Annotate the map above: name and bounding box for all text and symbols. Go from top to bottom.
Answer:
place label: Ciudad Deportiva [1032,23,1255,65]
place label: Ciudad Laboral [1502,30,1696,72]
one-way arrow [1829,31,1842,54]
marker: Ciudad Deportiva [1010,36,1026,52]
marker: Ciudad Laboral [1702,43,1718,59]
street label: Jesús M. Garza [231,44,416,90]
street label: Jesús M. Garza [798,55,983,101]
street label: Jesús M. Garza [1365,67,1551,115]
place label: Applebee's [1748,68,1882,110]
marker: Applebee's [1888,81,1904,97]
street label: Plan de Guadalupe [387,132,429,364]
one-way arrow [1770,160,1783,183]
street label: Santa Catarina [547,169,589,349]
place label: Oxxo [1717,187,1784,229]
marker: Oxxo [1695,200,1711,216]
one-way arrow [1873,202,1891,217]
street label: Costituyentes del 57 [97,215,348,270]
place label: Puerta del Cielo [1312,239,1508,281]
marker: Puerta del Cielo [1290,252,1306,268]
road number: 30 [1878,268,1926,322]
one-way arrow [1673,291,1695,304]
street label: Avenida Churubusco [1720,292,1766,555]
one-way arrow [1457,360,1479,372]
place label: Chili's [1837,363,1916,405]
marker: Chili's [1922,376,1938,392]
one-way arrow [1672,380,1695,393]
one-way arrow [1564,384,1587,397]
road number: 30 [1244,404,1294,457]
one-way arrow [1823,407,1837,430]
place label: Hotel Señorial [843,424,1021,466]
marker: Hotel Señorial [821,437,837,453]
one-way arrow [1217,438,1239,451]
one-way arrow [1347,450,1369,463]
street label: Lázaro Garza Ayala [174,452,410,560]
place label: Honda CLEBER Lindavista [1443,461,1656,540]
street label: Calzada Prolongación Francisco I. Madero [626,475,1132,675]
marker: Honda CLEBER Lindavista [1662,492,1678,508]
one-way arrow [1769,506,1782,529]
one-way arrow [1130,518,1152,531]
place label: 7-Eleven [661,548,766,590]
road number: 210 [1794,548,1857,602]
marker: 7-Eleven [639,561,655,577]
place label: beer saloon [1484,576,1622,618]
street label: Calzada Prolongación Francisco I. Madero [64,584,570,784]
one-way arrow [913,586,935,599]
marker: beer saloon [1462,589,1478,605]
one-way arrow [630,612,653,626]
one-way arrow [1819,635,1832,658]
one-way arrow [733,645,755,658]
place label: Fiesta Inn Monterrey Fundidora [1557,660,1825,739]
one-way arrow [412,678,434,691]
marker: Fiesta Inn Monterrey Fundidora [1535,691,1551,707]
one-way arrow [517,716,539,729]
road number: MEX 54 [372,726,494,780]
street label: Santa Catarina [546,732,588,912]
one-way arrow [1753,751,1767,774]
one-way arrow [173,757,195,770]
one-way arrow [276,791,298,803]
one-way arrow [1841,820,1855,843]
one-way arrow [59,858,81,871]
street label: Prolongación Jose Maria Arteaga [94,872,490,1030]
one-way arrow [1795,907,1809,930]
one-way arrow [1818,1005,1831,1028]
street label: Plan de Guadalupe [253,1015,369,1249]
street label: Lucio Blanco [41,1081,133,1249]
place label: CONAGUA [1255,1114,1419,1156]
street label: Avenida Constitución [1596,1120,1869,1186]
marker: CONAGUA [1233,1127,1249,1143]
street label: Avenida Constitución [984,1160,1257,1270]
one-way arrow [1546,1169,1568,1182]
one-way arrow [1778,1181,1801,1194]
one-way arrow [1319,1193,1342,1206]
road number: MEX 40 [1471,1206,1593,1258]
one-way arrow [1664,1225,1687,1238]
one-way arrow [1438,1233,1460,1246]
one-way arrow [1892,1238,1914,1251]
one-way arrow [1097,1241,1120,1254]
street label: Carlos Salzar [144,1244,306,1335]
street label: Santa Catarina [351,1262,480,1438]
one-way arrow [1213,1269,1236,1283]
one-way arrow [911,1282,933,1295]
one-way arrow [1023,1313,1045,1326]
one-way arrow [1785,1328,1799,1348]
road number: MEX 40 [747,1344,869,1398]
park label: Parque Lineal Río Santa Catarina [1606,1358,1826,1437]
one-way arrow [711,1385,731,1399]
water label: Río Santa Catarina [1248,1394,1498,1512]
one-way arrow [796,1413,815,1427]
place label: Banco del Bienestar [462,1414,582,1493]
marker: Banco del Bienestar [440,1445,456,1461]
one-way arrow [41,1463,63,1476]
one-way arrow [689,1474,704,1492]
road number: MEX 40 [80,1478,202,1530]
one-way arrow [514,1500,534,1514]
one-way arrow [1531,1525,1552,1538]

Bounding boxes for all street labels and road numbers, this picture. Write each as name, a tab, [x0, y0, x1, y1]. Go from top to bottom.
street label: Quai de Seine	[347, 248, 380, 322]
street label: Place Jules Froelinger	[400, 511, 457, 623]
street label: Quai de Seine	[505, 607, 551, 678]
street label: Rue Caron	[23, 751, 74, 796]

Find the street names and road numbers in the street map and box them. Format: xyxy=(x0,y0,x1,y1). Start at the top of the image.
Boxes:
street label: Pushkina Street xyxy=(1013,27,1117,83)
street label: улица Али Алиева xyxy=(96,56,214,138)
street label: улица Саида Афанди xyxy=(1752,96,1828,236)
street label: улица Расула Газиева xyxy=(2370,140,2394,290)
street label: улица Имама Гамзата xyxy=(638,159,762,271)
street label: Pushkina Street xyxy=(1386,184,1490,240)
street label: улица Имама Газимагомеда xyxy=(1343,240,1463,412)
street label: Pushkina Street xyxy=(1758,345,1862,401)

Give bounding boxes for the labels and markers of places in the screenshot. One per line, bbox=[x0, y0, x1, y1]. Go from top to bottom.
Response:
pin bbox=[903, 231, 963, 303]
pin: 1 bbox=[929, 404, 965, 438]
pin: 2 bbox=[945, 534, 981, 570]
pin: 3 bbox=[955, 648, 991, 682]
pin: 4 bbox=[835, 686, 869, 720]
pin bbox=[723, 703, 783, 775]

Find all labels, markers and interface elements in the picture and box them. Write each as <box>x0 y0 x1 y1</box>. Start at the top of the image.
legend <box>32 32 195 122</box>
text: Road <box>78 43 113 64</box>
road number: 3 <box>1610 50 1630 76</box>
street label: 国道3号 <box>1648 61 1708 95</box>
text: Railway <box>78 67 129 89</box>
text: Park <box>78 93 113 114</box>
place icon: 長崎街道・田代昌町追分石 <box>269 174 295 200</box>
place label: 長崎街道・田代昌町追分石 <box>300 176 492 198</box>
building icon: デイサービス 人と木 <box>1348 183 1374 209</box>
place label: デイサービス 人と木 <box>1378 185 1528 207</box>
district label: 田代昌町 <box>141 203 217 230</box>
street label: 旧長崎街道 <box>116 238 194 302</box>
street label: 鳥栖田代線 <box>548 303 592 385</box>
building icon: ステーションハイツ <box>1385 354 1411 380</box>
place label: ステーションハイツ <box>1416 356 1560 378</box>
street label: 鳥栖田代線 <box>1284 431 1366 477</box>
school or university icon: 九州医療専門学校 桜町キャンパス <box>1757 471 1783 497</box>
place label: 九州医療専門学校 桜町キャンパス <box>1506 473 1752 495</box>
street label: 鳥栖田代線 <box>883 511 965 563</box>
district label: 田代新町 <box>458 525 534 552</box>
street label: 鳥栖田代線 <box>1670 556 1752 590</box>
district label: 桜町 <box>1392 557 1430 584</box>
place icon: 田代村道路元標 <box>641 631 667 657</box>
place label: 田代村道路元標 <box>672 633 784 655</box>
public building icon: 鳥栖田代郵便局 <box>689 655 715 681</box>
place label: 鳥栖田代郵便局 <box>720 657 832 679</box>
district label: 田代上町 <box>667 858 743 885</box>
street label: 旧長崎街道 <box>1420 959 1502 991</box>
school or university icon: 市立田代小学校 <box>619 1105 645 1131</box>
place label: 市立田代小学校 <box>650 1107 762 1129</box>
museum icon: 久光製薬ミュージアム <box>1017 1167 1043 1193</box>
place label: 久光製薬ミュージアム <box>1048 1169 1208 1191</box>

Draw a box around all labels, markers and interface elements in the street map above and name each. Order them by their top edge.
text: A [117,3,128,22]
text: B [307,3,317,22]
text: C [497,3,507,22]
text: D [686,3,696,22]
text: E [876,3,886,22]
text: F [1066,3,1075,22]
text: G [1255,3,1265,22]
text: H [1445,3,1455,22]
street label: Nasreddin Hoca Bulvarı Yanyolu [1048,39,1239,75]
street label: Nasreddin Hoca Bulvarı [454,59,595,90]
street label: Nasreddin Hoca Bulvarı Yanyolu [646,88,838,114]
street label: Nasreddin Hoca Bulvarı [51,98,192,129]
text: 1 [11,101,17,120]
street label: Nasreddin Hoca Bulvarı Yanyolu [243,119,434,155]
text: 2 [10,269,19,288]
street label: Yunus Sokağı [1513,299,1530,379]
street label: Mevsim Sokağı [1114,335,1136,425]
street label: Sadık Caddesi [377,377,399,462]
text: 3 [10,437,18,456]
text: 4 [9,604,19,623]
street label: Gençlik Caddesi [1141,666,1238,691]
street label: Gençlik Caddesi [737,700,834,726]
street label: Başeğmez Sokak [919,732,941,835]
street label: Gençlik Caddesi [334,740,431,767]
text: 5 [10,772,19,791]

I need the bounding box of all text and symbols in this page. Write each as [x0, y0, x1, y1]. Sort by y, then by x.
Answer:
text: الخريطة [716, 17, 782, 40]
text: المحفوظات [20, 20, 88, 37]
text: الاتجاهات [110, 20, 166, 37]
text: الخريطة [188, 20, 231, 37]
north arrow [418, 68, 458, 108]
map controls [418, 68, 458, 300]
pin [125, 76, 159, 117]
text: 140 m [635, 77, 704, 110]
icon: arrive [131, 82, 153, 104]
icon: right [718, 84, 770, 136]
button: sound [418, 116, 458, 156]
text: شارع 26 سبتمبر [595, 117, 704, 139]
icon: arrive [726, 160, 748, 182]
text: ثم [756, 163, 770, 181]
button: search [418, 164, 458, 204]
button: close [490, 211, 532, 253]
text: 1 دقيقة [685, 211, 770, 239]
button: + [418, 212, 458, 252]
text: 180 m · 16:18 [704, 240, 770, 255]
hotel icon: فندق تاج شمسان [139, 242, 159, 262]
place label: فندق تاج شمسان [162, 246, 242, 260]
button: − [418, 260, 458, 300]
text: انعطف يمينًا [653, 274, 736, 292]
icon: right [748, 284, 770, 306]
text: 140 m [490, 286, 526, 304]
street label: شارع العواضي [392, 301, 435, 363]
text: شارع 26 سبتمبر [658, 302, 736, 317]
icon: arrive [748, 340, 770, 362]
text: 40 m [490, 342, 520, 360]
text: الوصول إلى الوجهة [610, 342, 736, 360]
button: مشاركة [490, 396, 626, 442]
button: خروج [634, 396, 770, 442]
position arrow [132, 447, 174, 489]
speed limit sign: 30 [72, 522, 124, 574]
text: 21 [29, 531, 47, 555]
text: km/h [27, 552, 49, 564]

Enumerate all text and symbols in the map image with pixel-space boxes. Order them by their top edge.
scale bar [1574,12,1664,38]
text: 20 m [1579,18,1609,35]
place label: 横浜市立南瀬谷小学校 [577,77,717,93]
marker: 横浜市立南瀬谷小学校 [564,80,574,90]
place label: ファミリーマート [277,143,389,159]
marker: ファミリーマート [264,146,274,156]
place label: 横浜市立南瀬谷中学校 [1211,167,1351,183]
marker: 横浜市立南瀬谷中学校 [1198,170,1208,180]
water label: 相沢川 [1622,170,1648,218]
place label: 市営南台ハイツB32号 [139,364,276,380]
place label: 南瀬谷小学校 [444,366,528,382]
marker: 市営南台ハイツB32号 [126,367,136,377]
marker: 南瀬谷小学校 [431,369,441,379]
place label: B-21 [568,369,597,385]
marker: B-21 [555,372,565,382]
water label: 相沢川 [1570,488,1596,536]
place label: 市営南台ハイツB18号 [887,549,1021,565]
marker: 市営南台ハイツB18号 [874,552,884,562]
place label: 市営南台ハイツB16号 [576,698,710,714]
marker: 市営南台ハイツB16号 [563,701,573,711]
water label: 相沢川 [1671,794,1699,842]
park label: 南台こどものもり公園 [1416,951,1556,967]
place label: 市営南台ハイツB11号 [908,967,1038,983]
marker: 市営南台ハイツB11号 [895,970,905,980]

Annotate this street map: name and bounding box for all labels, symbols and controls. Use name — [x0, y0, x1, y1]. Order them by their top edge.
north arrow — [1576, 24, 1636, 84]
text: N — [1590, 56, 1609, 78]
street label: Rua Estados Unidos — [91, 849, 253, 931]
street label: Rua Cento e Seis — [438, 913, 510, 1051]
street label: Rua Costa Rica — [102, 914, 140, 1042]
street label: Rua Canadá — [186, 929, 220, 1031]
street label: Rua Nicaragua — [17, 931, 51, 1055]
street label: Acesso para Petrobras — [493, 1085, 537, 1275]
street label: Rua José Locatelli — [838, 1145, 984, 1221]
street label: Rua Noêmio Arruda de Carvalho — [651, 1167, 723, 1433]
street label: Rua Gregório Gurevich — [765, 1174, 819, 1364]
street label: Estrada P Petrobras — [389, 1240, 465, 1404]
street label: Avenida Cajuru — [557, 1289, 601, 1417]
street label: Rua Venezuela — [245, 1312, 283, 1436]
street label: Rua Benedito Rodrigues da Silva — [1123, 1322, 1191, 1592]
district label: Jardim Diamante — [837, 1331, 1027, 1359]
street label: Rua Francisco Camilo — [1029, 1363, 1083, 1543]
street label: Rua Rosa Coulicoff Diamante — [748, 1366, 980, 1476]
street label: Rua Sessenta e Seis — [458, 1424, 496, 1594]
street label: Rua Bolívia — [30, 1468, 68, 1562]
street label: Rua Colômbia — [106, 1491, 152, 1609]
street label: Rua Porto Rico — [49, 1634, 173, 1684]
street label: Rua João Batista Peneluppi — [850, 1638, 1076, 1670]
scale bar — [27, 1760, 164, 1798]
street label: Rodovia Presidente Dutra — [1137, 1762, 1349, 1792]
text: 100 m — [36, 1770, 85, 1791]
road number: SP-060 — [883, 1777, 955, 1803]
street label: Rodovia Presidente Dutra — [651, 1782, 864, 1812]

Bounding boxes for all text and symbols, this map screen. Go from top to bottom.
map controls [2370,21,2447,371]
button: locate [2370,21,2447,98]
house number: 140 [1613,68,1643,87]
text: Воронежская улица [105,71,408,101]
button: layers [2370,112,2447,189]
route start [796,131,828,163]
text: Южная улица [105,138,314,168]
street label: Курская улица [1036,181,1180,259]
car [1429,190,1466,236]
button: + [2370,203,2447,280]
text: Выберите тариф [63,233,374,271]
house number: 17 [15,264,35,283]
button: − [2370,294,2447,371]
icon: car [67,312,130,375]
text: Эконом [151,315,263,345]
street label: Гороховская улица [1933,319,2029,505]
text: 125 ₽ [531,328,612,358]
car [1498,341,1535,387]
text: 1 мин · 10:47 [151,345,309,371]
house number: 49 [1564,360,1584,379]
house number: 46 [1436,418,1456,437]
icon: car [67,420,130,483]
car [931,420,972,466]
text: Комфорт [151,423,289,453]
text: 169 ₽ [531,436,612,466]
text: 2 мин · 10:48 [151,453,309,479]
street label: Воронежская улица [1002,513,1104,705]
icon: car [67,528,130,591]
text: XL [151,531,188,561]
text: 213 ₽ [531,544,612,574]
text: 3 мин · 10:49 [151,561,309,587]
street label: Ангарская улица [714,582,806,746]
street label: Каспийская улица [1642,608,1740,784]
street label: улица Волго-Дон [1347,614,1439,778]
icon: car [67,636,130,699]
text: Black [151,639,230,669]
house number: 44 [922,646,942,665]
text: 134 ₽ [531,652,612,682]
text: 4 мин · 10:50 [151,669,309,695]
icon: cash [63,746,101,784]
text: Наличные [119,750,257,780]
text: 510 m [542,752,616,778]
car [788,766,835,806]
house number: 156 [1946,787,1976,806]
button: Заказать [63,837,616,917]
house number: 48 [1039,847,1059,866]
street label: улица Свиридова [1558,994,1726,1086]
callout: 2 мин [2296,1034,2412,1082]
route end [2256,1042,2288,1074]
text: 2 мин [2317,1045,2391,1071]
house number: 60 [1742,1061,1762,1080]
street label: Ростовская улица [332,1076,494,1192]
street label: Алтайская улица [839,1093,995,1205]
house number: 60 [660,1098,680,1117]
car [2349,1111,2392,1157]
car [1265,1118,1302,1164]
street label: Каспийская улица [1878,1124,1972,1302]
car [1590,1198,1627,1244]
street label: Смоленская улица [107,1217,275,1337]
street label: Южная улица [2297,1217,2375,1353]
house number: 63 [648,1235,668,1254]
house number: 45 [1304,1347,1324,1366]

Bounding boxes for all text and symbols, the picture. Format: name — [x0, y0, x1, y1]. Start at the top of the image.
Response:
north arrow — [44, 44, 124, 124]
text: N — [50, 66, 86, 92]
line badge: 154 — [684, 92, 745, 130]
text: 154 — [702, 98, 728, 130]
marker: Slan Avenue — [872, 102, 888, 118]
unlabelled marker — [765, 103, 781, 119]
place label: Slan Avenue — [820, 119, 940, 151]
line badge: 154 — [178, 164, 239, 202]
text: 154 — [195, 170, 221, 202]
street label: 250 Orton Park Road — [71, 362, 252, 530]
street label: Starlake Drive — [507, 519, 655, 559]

- **What is needed**:
Lines of the listing above that contain the word "田代村道路元標" must all be copied.

- **Response area**:
place icon: 田代村道路元標 <box>641 631 667 657</box>
place label: 田代村道路元標 <box>672 633 784 655</box>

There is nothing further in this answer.